(Beginning of Records for this task)
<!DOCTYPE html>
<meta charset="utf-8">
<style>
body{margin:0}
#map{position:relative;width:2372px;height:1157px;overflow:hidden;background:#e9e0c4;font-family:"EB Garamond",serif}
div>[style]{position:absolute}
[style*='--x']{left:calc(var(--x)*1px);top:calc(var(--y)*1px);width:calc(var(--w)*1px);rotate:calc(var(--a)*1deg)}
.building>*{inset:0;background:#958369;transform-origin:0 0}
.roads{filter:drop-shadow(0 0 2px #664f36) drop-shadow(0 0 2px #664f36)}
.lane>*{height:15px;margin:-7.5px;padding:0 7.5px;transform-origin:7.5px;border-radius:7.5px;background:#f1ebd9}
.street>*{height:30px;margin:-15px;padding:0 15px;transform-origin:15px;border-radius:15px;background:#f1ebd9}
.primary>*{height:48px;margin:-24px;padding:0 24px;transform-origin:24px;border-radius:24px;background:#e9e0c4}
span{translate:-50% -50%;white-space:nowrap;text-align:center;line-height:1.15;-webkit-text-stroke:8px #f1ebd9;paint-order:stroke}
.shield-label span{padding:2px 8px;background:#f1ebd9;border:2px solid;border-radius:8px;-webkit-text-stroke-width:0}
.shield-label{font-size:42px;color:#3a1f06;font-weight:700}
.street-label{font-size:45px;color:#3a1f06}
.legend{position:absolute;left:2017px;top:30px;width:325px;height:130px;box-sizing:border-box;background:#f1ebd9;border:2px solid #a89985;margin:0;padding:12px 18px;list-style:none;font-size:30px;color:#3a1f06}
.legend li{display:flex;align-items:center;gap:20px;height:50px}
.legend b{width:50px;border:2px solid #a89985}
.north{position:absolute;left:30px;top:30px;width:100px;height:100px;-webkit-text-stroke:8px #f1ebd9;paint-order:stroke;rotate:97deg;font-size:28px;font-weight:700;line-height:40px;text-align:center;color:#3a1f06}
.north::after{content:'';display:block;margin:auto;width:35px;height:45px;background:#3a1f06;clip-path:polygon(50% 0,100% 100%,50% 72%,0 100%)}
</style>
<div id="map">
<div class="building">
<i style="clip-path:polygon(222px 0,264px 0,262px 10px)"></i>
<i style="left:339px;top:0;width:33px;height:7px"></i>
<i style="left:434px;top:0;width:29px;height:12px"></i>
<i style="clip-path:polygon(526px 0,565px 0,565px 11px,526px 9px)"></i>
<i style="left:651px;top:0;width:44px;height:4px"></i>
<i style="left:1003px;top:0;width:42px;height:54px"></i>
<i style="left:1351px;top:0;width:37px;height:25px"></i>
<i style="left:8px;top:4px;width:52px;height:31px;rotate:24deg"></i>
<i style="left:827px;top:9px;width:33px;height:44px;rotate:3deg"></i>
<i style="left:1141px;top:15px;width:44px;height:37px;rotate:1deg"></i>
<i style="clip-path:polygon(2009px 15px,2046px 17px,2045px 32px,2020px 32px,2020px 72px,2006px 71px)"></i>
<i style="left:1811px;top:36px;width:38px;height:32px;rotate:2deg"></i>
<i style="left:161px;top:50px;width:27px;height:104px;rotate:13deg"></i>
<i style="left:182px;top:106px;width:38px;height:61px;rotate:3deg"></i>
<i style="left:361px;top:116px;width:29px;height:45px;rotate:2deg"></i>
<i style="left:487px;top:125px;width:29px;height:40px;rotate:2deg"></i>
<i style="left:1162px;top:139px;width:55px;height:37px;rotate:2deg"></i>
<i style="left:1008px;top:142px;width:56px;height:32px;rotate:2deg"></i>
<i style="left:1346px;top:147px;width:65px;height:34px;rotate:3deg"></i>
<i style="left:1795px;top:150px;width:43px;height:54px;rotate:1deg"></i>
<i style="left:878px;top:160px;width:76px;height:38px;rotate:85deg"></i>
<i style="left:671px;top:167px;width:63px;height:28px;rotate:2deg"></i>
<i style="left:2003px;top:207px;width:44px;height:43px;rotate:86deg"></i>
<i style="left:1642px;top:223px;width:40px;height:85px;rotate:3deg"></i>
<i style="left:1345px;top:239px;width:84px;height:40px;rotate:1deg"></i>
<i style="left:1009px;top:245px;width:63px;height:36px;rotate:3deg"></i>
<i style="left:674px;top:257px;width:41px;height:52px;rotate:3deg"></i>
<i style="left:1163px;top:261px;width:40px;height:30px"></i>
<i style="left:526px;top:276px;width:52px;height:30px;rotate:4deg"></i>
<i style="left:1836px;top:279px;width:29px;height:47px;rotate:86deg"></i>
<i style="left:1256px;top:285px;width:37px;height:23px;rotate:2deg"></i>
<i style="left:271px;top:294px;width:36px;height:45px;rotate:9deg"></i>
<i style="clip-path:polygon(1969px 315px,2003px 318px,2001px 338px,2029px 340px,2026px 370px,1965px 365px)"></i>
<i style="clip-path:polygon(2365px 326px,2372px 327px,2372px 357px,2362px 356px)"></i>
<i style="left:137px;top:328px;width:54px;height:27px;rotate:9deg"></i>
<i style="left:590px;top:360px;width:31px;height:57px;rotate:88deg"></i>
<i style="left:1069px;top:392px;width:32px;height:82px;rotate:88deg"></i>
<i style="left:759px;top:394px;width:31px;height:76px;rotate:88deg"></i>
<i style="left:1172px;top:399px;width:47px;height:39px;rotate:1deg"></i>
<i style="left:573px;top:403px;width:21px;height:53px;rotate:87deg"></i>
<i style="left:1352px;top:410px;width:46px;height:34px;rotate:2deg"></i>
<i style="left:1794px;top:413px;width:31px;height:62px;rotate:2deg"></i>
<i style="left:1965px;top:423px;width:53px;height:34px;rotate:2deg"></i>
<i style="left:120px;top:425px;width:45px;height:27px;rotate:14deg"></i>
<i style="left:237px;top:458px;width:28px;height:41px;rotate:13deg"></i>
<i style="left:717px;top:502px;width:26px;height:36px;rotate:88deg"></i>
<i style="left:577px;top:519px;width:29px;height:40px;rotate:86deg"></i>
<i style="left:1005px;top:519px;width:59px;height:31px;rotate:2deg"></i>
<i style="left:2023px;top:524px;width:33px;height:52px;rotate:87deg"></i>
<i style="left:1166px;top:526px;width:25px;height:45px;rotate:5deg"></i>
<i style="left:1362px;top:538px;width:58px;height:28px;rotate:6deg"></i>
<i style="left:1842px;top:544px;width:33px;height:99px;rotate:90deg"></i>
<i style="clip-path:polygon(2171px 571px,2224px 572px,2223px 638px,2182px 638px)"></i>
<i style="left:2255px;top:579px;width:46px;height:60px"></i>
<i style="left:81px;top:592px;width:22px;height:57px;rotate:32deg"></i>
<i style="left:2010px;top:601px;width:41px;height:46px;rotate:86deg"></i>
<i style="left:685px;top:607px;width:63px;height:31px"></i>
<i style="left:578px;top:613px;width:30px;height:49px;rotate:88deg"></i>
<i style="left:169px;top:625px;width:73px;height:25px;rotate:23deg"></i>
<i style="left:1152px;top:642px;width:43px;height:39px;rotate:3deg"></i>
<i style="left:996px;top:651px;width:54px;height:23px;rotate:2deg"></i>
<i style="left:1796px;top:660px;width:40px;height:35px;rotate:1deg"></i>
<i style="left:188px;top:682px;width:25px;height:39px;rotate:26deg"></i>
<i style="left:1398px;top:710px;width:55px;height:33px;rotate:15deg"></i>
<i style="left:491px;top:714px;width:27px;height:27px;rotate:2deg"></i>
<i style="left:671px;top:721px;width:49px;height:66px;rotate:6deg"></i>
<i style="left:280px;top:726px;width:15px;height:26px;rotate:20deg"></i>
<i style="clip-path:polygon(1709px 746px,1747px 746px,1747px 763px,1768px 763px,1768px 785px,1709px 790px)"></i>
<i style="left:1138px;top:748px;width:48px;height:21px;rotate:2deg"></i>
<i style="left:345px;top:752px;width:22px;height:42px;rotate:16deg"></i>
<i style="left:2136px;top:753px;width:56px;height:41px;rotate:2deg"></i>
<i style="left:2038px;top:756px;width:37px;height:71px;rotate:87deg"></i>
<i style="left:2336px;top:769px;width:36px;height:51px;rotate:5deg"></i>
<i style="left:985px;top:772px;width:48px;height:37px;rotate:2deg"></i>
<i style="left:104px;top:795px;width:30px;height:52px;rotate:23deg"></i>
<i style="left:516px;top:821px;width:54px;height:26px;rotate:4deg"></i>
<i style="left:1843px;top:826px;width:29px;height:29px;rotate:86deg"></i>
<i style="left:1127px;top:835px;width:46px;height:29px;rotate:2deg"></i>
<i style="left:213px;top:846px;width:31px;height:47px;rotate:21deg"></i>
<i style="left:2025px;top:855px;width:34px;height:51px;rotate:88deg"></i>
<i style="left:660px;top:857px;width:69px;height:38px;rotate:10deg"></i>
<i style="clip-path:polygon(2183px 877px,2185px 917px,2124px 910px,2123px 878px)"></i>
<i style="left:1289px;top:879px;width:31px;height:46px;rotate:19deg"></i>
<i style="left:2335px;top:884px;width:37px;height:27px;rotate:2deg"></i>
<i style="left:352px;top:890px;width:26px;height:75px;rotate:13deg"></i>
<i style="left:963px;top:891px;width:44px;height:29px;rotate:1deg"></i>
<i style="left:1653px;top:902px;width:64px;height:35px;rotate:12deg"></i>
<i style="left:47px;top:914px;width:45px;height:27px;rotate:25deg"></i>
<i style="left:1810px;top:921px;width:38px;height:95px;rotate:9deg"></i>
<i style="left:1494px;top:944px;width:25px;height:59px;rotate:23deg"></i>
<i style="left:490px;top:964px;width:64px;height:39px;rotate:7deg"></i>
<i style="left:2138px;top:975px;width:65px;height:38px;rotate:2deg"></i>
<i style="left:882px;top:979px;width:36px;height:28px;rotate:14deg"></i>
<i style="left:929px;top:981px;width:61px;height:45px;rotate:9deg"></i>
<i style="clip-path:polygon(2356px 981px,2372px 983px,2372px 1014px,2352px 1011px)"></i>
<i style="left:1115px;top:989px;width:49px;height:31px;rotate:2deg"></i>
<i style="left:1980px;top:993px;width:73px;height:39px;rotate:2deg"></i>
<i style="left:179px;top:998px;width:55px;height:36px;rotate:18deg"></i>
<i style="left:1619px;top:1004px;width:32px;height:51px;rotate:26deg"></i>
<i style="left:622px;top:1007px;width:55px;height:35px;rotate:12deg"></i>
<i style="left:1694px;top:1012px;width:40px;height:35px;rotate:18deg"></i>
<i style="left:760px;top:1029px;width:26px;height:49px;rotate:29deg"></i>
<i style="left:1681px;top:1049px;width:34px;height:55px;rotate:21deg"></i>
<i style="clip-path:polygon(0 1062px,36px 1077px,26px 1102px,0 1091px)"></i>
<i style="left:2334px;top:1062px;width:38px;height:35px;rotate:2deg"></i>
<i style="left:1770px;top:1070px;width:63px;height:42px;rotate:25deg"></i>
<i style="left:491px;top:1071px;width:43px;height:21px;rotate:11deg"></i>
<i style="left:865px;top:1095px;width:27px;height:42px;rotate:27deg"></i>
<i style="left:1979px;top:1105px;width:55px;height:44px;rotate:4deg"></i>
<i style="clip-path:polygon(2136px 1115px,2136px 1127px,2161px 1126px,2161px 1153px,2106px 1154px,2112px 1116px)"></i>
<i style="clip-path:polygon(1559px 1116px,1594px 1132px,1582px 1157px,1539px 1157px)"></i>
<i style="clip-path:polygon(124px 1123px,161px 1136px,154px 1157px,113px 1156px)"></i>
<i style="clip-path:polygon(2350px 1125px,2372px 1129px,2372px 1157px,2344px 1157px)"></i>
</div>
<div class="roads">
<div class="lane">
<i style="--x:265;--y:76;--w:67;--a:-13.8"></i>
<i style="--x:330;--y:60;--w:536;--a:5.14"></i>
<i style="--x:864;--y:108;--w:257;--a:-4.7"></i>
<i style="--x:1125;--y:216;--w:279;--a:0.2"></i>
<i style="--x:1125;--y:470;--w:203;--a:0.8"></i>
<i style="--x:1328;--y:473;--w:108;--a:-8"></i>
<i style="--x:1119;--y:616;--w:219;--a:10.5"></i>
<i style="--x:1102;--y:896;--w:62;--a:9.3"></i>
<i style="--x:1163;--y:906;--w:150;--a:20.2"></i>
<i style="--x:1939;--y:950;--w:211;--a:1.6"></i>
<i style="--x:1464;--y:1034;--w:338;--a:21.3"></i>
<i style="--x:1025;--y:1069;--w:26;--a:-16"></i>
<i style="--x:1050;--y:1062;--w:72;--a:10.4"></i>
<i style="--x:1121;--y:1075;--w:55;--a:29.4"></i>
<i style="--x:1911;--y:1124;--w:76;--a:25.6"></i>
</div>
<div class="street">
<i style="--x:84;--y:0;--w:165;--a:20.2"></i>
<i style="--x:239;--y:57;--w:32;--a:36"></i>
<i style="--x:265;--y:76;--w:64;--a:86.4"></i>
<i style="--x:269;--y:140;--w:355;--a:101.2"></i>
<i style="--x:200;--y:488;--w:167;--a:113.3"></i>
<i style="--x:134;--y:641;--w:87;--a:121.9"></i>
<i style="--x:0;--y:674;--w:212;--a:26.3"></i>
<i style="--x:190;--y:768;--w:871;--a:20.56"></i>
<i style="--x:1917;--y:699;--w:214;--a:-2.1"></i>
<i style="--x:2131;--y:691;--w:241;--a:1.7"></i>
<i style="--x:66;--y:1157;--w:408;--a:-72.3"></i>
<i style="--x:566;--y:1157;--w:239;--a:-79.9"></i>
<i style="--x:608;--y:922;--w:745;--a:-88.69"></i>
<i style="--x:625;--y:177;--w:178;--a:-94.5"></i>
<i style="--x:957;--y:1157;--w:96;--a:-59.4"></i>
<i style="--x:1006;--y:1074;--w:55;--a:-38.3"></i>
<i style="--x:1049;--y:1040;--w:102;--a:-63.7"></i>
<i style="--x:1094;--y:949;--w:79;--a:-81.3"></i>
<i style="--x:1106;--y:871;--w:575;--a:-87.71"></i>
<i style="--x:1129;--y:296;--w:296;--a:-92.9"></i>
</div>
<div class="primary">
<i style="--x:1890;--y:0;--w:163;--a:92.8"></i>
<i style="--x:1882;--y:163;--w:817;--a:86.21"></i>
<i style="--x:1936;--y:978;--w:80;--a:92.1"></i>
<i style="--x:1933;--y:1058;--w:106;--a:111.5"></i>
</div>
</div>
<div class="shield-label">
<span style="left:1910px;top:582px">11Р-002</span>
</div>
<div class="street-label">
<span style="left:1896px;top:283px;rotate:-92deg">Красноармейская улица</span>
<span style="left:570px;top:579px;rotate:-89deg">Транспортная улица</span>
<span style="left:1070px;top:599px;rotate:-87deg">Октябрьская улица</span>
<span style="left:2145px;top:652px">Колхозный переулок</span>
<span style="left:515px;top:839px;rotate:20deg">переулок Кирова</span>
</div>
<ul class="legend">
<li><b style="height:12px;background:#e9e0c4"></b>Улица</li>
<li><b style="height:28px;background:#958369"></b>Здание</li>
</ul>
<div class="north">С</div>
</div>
(End of Records for this task)
(Beginning of Records for this task)
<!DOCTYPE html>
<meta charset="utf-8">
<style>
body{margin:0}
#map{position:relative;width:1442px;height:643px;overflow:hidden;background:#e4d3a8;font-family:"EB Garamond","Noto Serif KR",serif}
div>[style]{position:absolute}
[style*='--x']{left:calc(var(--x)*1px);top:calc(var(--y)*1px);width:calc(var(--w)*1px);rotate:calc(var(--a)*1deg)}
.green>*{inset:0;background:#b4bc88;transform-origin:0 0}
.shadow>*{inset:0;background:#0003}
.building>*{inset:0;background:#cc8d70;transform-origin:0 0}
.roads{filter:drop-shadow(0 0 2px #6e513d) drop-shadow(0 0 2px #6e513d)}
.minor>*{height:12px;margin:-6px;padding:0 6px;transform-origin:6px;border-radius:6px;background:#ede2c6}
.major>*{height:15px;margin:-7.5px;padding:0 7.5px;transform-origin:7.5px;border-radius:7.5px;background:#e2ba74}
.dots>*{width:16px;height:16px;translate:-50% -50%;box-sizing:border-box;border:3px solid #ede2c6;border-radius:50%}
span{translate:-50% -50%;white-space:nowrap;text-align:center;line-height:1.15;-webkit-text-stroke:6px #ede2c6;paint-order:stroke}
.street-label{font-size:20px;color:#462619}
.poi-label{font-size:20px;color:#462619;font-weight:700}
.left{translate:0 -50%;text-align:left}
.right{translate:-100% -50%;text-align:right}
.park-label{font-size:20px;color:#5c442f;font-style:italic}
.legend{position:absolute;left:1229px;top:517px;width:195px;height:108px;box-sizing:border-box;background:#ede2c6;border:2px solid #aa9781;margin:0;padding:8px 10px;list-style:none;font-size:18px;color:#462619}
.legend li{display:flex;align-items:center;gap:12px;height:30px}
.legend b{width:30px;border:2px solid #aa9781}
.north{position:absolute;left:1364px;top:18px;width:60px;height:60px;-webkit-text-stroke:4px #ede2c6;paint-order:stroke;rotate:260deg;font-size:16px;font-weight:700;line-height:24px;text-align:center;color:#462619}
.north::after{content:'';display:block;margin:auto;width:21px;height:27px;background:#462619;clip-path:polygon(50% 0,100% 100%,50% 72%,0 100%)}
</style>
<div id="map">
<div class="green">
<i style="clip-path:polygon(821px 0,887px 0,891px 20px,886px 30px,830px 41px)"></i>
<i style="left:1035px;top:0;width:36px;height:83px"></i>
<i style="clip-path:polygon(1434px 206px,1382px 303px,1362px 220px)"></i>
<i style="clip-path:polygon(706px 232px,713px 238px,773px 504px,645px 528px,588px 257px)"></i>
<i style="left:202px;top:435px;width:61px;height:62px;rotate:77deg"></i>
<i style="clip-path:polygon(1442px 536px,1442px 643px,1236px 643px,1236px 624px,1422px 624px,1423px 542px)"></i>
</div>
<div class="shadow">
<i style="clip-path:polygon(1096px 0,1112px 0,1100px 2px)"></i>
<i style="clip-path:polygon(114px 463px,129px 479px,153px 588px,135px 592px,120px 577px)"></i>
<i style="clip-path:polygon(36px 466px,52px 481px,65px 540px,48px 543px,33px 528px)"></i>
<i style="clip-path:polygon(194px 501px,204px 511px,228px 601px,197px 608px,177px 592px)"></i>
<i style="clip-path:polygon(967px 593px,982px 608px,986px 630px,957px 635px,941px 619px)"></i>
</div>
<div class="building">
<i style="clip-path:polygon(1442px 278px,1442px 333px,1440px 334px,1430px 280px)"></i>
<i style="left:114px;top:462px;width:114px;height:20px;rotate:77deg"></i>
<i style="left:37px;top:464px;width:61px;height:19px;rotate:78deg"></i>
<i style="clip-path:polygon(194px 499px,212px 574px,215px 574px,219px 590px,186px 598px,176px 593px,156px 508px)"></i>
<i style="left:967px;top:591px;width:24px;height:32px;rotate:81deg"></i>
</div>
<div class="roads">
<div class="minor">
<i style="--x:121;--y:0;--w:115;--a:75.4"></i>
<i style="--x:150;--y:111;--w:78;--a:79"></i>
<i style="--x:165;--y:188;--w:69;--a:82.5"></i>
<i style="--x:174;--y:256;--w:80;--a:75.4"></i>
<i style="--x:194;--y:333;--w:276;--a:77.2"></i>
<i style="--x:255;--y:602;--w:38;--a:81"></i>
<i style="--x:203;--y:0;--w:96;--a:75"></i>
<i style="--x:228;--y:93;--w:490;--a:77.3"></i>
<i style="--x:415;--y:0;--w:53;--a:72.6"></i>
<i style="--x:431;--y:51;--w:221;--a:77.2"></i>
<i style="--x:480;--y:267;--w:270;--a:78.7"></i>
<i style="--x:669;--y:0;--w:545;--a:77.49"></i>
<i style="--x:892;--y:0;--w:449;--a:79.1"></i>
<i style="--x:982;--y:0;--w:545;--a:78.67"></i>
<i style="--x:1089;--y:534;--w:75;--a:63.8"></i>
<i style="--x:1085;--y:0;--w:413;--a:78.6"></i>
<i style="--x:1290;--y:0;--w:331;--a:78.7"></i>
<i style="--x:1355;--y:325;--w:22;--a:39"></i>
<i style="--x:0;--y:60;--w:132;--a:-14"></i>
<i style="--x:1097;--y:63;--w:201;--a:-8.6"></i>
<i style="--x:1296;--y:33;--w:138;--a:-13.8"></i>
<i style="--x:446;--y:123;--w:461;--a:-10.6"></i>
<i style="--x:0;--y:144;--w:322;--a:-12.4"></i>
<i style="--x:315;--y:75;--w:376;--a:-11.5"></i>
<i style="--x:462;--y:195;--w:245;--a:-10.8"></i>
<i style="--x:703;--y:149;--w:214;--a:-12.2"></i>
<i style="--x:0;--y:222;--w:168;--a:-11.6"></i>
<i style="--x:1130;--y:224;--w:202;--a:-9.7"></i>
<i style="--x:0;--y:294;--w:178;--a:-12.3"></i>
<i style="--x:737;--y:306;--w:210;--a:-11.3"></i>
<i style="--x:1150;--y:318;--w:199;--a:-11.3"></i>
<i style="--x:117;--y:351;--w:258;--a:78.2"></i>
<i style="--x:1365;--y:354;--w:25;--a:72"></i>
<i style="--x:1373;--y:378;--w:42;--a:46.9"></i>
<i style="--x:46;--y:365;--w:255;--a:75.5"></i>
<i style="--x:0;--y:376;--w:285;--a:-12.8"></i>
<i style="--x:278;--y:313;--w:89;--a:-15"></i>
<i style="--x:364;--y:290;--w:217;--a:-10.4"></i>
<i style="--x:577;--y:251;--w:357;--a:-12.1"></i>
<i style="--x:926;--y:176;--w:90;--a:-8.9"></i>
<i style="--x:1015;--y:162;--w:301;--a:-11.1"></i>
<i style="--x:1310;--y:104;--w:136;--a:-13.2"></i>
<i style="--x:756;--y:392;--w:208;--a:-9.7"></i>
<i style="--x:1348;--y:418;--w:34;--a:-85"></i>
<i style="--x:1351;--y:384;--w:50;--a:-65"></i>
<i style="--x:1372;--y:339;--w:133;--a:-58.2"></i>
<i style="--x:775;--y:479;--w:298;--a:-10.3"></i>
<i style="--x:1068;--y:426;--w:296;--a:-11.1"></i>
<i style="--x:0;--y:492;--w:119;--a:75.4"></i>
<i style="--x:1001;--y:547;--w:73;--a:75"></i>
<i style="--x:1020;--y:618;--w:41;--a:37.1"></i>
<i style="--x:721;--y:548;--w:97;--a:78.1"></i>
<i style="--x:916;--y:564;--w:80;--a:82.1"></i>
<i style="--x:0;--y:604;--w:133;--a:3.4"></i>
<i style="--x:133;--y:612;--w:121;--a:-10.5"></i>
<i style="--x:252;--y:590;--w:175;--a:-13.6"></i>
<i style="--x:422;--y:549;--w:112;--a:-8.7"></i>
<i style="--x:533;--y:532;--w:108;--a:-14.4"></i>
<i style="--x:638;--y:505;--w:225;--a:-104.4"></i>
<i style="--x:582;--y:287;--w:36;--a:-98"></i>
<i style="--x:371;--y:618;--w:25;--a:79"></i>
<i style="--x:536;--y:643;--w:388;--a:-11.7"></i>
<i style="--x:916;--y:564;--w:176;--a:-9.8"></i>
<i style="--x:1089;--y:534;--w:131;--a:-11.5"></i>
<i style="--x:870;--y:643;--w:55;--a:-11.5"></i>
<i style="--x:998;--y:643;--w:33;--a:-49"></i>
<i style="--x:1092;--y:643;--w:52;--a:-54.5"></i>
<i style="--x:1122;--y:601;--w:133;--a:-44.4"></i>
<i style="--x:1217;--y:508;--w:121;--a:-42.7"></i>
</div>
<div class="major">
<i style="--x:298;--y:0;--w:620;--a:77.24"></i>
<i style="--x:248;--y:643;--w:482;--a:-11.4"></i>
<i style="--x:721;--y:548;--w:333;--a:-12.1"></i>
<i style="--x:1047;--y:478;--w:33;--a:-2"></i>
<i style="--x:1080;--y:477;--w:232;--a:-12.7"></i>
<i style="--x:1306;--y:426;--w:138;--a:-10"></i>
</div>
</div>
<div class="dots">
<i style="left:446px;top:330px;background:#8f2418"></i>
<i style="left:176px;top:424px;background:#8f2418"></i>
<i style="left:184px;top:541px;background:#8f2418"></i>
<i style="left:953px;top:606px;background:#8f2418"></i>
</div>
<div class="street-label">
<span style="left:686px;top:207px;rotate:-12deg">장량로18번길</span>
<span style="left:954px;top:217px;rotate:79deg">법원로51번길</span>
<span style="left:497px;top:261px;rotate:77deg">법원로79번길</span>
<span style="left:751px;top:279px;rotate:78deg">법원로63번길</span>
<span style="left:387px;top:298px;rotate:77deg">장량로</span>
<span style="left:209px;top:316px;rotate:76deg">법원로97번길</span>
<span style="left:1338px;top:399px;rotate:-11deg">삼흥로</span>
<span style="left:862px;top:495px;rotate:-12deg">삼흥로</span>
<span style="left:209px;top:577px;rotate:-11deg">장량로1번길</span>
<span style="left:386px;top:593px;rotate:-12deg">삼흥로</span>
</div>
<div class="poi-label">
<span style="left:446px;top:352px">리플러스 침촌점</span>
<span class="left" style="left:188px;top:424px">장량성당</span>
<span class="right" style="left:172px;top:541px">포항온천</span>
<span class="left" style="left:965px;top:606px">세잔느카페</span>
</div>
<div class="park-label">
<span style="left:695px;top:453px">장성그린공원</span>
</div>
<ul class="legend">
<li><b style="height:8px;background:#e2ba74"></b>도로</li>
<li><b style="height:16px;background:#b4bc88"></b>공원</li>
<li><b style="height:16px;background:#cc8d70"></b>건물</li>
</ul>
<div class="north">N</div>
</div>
(End of Records for this task)
Task to complete:
Every line of the data that includes the word "relative" should be copied.

Answer box:
#map{position:relative;width:2372px;height:1157px;overflow:hidden;background:#e9e0c4;font-family:"EB Garamond",serif}
#map{position:relative;width:1442px;height:643px;overflow:hidden;background:#e4d3a8;font-family:"EB Garamond","Noto Serif KR",serif}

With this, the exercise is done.